È da questa visuale – rovesciando la narrazione occidentale “democrazia”/tirannide o pro/contro Gheddafi – che possiamo sfuggire alla trappola-ricatto del dispositivo Onu “a protezione dei civili” sbandierato dall’”onesto” Napolitano e dalla macchietta
Berluska, e all’ipocrita giustificazione dell’intervento di guerra da parte di chi voleva mandare i poliziotti francesi contro le piazze tunisine, come S/Narkozy, o si muove in Medio Oriente con il double standard di sempre rispetto ai governi da sostenere o disarcionare e, ancor più cinicamente, ai morti buoni o cattivi come Obama/O-bomb. Sono i movimenti che nulla hanno da farsi perdonare rispetto a certi indifendibili personaggi a poter costruire una propria autonoma posizione. Non è facile, certo – qui ritorna il ricordo della vicenda kosovara – in quanto la strategia occidentale sta cercando di rimettere piede nell’area utilizzando come varco non solo l’occasione offerta dalla repressione gheddafiana (e dalla presenza in loco di personale di ricambio già messosi a disposizione) ma proprio le istanze detournate in senso reazionario delle stesse insorgenze arabe.

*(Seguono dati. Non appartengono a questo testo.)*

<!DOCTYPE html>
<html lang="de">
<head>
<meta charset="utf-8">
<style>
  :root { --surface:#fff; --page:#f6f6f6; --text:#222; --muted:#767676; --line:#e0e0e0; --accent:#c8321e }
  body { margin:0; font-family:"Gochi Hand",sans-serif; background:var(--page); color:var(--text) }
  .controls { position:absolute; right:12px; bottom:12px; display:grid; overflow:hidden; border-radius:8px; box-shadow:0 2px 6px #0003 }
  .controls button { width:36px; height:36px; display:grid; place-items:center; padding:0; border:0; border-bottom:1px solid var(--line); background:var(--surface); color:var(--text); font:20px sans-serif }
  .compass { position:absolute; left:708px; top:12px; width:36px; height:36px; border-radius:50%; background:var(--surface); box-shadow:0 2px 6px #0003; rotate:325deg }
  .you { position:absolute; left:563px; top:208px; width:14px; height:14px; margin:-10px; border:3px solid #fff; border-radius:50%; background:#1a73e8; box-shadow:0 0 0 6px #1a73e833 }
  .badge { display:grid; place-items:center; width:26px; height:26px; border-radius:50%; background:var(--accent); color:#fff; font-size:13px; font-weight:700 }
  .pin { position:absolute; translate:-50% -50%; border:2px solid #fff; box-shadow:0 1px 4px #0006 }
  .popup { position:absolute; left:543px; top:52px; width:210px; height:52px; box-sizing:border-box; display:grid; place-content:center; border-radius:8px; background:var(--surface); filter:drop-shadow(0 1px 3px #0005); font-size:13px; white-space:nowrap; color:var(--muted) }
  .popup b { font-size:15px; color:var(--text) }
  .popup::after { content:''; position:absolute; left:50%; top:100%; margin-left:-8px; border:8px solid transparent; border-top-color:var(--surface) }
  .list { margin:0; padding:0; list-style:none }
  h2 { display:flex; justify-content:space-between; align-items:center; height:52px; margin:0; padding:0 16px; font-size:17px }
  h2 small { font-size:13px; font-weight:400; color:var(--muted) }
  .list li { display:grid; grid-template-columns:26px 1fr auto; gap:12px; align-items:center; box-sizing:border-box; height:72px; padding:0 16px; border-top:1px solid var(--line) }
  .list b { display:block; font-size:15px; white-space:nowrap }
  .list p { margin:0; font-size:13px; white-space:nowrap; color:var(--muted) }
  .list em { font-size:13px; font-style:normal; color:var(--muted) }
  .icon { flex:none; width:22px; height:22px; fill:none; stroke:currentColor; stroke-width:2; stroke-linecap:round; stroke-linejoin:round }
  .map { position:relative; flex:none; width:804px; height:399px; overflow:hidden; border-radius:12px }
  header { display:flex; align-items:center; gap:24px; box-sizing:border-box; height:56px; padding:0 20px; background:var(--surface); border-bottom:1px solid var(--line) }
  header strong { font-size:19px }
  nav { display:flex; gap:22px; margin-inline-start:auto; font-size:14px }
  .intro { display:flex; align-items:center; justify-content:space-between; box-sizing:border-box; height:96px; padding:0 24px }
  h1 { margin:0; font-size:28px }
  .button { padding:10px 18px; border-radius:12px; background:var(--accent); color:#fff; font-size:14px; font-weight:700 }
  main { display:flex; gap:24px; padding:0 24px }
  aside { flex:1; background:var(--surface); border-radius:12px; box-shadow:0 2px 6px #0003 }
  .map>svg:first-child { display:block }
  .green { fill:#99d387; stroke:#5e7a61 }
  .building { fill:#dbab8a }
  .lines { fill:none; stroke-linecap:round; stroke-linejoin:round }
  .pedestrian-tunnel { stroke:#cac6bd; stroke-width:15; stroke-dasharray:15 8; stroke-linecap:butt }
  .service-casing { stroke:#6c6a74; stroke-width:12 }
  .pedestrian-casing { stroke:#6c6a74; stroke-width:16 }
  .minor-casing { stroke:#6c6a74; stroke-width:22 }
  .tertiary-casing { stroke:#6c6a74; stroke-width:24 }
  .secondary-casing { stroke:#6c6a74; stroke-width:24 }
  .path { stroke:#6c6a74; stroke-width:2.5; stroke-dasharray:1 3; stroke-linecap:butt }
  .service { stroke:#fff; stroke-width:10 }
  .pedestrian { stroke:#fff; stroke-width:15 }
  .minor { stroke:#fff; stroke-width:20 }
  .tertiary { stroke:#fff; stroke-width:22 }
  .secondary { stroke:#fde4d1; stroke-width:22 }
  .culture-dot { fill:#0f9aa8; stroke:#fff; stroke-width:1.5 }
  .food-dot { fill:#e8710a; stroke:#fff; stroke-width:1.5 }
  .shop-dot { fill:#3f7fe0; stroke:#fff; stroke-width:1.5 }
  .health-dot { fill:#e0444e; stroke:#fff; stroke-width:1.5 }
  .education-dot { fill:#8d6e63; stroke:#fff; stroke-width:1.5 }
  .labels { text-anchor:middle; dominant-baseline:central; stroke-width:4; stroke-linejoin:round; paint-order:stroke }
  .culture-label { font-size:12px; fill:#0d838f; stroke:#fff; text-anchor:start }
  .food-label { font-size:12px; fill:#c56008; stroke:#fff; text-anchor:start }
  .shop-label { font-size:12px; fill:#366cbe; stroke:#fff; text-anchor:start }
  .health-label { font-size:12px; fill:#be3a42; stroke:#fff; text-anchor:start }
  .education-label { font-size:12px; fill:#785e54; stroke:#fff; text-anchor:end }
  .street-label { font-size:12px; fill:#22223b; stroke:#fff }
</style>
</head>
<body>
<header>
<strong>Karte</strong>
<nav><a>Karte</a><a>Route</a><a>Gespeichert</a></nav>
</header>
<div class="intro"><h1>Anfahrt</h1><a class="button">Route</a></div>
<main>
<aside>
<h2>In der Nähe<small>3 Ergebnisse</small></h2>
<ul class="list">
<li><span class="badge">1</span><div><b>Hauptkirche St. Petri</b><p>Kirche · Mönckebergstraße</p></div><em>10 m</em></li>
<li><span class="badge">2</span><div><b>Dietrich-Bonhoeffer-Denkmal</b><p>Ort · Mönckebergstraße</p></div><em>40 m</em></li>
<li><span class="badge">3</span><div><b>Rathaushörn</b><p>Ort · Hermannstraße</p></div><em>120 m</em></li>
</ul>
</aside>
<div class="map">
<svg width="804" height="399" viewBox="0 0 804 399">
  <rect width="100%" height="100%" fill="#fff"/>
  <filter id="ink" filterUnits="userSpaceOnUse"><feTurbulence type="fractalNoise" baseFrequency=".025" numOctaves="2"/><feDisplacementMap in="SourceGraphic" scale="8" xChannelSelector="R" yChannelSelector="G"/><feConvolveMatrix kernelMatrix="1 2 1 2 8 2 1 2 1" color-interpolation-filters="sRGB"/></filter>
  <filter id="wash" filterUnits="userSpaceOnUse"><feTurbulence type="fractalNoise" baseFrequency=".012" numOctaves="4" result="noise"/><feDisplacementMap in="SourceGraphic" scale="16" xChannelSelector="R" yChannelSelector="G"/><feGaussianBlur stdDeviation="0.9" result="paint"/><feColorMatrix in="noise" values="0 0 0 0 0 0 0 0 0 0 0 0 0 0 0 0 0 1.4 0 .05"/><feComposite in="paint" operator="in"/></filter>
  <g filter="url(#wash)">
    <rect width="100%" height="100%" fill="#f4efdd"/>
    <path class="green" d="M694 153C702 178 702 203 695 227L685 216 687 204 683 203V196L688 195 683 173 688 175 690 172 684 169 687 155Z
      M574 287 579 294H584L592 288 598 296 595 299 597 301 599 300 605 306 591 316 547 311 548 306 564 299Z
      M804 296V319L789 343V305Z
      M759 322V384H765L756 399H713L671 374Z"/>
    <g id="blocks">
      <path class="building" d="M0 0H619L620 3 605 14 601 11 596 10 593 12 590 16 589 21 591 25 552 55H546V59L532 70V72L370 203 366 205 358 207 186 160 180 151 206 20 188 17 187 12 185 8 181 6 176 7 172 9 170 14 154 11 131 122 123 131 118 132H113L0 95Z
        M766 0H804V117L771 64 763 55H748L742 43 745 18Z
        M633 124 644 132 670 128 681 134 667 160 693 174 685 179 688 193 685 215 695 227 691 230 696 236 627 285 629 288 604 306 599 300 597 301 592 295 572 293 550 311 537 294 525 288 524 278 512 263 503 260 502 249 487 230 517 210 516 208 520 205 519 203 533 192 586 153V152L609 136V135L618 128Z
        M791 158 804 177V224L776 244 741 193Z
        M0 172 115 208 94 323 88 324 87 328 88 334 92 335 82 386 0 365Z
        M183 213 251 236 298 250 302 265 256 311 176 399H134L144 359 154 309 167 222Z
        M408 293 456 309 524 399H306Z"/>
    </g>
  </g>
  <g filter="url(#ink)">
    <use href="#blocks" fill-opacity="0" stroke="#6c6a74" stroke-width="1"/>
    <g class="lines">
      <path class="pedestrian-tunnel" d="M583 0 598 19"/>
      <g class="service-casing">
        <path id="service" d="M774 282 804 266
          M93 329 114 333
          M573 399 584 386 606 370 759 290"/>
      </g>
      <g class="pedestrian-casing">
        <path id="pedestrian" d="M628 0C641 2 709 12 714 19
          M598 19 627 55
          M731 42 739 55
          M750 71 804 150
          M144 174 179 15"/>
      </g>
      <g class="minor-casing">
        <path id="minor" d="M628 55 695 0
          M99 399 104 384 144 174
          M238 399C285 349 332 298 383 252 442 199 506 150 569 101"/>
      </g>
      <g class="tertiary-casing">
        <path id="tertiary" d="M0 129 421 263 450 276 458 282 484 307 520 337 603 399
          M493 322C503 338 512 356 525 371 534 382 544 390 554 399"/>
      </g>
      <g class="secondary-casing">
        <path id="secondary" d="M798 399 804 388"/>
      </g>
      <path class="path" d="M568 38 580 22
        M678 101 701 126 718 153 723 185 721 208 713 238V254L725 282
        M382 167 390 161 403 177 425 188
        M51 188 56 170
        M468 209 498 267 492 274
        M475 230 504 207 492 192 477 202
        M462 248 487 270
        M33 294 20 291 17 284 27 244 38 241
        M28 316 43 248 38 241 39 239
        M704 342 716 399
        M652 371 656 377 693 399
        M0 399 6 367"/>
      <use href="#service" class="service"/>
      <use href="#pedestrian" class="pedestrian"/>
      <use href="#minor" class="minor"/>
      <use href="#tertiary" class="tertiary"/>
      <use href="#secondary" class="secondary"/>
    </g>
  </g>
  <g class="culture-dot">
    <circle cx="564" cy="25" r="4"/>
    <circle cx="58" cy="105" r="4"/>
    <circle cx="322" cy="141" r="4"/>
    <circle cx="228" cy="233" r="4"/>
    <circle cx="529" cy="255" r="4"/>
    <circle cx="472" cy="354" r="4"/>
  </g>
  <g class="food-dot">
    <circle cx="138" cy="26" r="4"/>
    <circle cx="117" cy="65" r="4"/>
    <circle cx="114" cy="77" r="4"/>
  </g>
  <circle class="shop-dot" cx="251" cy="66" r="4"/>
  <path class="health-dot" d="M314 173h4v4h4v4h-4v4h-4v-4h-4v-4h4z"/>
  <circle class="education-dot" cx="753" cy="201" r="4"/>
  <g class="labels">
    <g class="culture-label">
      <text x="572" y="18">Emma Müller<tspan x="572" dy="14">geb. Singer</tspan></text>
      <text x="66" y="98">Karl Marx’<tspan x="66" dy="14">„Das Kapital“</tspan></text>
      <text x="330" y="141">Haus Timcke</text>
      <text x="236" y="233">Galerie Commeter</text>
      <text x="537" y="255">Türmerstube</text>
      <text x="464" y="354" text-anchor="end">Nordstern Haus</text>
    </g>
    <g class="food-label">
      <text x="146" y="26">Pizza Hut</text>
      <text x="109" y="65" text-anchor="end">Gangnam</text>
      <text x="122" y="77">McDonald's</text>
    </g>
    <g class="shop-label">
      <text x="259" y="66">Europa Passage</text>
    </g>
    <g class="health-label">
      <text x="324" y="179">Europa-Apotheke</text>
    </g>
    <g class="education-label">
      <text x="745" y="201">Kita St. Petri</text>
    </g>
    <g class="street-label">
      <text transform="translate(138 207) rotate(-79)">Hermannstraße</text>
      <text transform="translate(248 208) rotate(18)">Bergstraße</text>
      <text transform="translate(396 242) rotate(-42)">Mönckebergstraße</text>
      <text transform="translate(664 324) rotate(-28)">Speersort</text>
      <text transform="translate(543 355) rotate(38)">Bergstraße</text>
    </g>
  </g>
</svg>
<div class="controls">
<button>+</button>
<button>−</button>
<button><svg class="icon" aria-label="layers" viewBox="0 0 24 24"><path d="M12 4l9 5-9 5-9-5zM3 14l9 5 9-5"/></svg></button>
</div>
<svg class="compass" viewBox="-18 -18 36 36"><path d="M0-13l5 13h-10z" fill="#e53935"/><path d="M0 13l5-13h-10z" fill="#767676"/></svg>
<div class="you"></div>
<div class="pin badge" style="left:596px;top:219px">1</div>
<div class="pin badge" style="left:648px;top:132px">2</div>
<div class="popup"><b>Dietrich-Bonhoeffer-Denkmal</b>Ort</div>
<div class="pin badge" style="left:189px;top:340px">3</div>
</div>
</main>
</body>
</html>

Ma neanche impossibile se riusciamo a ricollegarci con il senso profondo di queste istanze che è quello di rimettere in discussione un ordine globale sempre più ingiusto, incerto e onnivoro che sta scaricando i costi della crisi sui soliti noti, senza alcuna ricetta alternativa. E se dal mondo arabo salisse ad “aiutarci” la protesta delle piazze contro i bombardamenti. La manifestazione di sabato a Roma sarà un buon test in questo senso.

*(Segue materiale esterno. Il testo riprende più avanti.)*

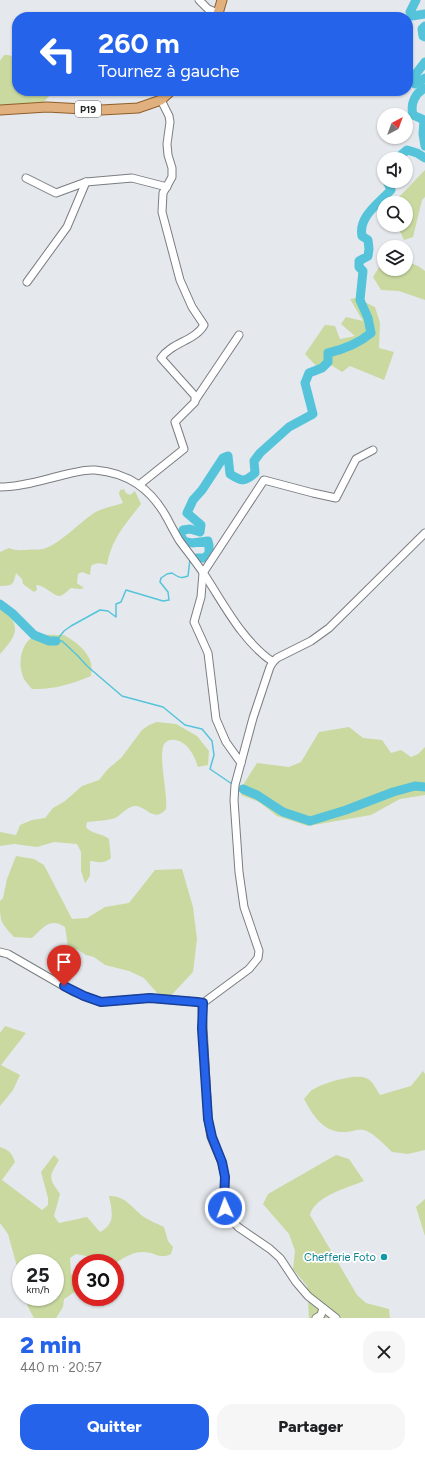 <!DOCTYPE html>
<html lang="fr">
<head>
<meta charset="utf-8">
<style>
  body { margin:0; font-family:Figtree,sans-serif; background:#f6f6f6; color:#202124; height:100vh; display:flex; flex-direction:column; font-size:15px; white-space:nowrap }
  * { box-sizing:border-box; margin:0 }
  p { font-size:13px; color:#757577 }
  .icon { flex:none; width:22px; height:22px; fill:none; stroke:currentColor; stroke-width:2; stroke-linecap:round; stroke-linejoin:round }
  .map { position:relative; height:1318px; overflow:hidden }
  .sheet { display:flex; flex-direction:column; background:#fff; flex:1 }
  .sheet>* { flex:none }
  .banner { position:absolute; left:12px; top:12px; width:401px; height:84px; border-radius:16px; box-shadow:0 1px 3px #0004; background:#2563eb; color:#fff; overflow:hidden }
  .needle { width:26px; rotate:41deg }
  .controls { position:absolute; left:377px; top:108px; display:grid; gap:8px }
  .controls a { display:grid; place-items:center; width:36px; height:36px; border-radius:50%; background:#fff; box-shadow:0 1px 3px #0004; font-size:20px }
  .speed { position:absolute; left:12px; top:1254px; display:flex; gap:8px; font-size:20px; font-weight:700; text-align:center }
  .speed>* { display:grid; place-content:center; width:52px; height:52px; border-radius:50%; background:#fff; box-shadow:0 1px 3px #0004; line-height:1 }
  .speed small { font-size:10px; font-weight:400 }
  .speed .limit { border:6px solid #d22; background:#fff; color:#111 }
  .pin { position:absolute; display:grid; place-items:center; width:34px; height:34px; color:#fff; margin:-41px -17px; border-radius:50% 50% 50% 0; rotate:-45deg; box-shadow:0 0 4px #0007 }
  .pin .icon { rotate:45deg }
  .me { position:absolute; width:44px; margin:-22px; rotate:358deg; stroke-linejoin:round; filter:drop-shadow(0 0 3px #0008) }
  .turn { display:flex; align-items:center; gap:14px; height:84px; padding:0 20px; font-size:18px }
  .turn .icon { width:52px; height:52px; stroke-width:2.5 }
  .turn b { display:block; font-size:28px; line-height:34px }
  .round { display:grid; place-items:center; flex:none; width:42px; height:42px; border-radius:16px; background:#f6f6f6 }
  .headline { display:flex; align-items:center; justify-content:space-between; height:68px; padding:0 20px }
  h1 { font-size:24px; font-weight:800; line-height:30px; color:#2563eb }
  .cta { display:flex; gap:8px; margin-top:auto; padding:8px 20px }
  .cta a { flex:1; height:46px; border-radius:16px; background:#2563eb; color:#fff; font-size:16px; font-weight:800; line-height:46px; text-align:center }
  .cta a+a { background:#f6f6f6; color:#202124 }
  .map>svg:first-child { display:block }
</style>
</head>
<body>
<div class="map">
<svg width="425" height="1318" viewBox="0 0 425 1318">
  <rect width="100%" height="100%" fill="#e5e9ed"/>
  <g fill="#c9d9a0">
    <path d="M4,55H9L17,60V91H54L39,107L0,111V61Z"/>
    <path d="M425,170V197L422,200L413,237L404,240L397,225H406V203H396L397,199Z"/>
    <path d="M384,259V269H406V261L418,266L425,271V300L399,291L381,290L373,277Z"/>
    <path d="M356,298L375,307L380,323L379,348L394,352L384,380L350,366L342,372L331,365L322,372L305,354L325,325L335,326L340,339L355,336L341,324L346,317L363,321L350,299Z"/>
    <path d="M124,489L126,493L130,495L135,491L141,504C125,525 112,538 107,565C101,563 96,562 91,566L90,575L82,572L78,574L77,583L84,588L80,589L71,588C68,590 64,595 60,596C54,597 45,585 36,585L37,590L34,592L23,584L22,579L16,573C13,586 13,585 0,586V552L9,548C15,551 21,550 27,550C32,549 38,550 43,549C60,544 79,523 94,513C102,508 114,506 123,503L119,494L120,490Z"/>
    <path d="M0,608H2C22,627 17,635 0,654Z"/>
    <path d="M64,635C75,641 88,651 91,663C92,667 91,672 91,676C71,684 53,690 32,689C28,684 23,680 22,673C18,661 22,640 36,636C42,634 57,635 64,635Z"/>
    <path d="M157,722L176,724L197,736L209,751L208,765L198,767C194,755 188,742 175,740C171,739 167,740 164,744C158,757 168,794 166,809C154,823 147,807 136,806C129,805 121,815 115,818C106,821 95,821 87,822L86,827C91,834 102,833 109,839L111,858C105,864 98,862 90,861V876L85,883L81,871V852L77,844L54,842L37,847L14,844L0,846V832L16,835L20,825L32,820L45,818L53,808L65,801L82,786L99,780L108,769L121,758L142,730L149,725Z"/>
    <path d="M349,727L363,738L382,740L391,753L401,750L411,757L418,754L425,747V795L400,799L371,815L308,826L277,816L259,802L241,795L243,785L257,763L289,767L301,762L319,732Z"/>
    <path d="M16,856L34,859L44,865L72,919L87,918L105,907L129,903L155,870L182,869L193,907L197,939L193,972L165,1002L144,978L129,971L105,965L94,957L86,955L77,949H70L68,947L65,927C50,917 43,928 32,938L14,937C0,922 0,921 0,901L3,898L7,879Z"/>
    <path d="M5,1026L26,1033L1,1065L20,1075L13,1090L0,1106V1033Z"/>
    <path d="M423,1071L425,1074V1150L408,1154L392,1152C386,1146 372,1131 363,1130C356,1129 349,1133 342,1132C322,1131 313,1115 304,1099C307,1096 309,1092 312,1090C322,1083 356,1073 366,1078C373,1081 376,1089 380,1095L411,1086Z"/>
    <path d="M0,1147C9,1150 12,1153 15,1162L2,1180L42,1210L48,1205V1198L41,1172L54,1155L59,1160C49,1177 48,1177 60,1194L54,1216L59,1223L87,1217L100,1232C116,1224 112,1211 109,1196C125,1195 133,1209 144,1217C150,1221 158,1224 164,1227L168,1241L173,1247L171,1254C160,1260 155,1252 143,1252C133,1252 125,1257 117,1262L76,1254L70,1258L71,1274L80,1285L81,1292L76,1291L64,1299L63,1307L56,1318H34L28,1307L25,1297H55V1263H21V1281L8,1234L0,1223Z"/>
    <path d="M336,1155L349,1159L364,1181C347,1188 315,1196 310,1215L357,1295L366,1303L389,1309L390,1318H309L307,1286L293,1269L295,1251L289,1234L263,1204L268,1194Z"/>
    <path d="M425,1199V1236L416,1207Z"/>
  </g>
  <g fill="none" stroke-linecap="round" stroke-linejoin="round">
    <g stroke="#55c4da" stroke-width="1.5">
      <path d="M56,641H62L78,656L87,666L122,696L163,707L185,725L202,729L212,741L214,755L210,769L232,784"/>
      <path d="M56,641L64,631L71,626L100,610L108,611L116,617V604L121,602L126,590L163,601L169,600L168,592L160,582L161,578L167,574L172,573C178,577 181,579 188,576L190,559"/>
    </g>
    <g stroke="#55c4da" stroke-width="9">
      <path d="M416,0L410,12L412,16L425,14"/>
      <path d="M425,26L422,29L423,36L425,37"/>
      <path d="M425,62L415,75V84L425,78"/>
      <path d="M425,88C415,93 410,104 413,115L424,120L423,134L425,146"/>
      <path d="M401,159L400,156L407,150L417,153L425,158"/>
      <path d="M197,558H204L209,554V545L208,541L192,543L184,541L181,536L183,530L190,529L200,532L201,525L187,513L193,500L202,490L223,458L228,456L230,474C242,482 245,482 255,473L254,461L260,453L289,427L313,414L305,383L309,373L322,368L328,362V353C345,349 358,344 371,333L368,318L360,300L363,271L359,267V261L368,256L369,249L368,240L362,236C358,217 379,203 391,190L387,181"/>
      <path d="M0,604L12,613L34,635L49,641H56"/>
      <path d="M243,789L257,795L283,812L310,821L346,810L393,792L415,786L425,787"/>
    </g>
    <defs>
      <g id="minor">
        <path d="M199,0L208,9L218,13"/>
        <path d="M26,178L56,193L86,182L132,178L167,187"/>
        <path d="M27,282L67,227L86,182"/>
        <path d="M196,399L239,335"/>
        <path d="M139,485L184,449L175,422L195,402V396L161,358C172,342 195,341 204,325L192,307L180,280L162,212L163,193L172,177V168L168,155L167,144L170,122L169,116L161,100"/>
        <path d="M0,487C21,487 42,480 63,475C73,473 84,469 95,470C129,473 151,489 167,518C171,526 175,533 179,540C187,551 196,562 204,574C224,604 242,641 273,662"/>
        <path d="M241,763L226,742L216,719L208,653L194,622L201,597L203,573L264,480L313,493L336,498L356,459L373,450"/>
        <path d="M0,952L8,954L74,992L101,1002L150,998L197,1002L203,1003"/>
        <path d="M316,1318L321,1315L323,1308"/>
        <path d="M336,1318L308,1296L296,1282L280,1258L270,1249L238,1227L228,1216L225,1208L224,1200L225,1177L222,1163L211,1137L208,1119L202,1008L203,1003L249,969L258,958L259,951L244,907L239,872L234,800L235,785L253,718L270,667L273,662L277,658L311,641L329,628L425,533"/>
      </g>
      <g id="major">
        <path d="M217,17L222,0"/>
        <path d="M0,110L47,107L101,110L138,108L161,100L171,91"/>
      </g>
    </defs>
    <use href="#minor" stroke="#7a7d81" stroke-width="9"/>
    <use href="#major" stroke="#905e29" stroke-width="11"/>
    <use href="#minor" stroke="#fff" stroke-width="7"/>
    <use href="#major" stroke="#e0b17f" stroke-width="9"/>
  </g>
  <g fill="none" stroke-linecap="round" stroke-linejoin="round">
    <defs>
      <path id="route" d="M64,986L84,996L101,1002L150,998L197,1002L203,1003L202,1029L208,1119L212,1137L222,1162L225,1177L224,1200L225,1208"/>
    </defs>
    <use href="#route" stroke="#184099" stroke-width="10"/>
    <use href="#route" stroke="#2563eb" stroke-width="7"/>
  </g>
  <circle fill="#0f9aa8" stroke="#fff" stroke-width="1.5" cx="384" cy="1257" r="4"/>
  <g text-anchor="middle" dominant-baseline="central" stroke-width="3.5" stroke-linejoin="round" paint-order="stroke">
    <rect fill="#fff" stroke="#656667" stroke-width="1" x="75" y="101" width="26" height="16" rx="3"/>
    <g font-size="10" font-weight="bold" fill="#232426">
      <text x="88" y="109">P19</text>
    </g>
    <g font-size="11" fill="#0d838f" stroke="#fff" text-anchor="end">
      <text x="376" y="1257">Chefferie Foto</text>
    </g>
  </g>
</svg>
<div class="controls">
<a><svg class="needle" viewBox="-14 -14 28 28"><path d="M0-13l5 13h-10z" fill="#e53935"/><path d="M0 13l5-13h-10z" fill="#757577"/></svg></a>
<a><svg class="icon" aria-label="sound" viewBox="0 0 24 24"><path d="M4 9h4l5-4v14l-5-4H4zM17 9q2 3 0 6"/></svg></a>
<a><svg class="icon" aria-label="search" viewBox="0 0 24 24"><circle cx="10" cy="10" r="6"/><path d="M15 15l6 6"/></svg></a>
<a><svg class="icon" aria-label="layers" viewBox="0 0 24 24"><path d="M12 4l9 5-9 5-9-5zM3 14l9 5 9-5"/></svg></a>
</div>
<div class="speed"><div>25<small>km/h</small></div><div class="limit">30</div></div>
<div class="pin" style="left:64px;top:986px;background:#d93025"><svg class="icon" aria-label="arrive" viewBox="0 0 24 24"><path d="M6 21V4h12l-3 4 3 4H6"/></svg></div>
<svg class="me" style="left:225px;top:1208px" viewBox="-20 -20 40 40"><circle r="17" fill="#2563eb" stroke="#fff" stroke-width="3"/><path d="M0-11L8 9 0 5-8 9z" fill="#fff"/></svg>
<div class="banner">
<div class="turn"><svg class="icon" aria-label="left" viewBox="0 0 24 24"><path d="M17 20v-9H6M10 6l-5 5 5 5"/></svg><div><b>260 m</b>Tournez à gauche</div></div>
</div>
</div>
<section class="sheet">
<div class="headline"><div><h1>2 min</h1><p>440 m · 20:57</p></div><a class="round"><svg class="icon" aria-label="close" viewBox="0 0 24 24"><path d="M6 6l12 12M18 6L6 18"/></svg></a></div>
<div class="cta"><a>Quitter</a><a>Partager</a></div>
</section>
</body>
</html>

Quel che è certo, per ora, è che la missione libica non è finita qui. Già si parla di intervento di terra. Le armate occidentali potrebbero avviarsi verso l’impantanamento o, per evitarlo, spaccare in due il paese, o ridurlo ad una situazione tipo Somalia. In ogni caso, vogliono collocarsi ai due fianchi dell’insorgenza araba per condizionarla e in prospettiva soffocarla. Impedirlo senza se e senza ma è l’unico, vero “aiuto” che – al di fuori di orientalismi di raccatto – possiamo dare da qui. Su tutto il resto possiamo e dobbiamo discutere. Ma avendo individuato il nostro battleground.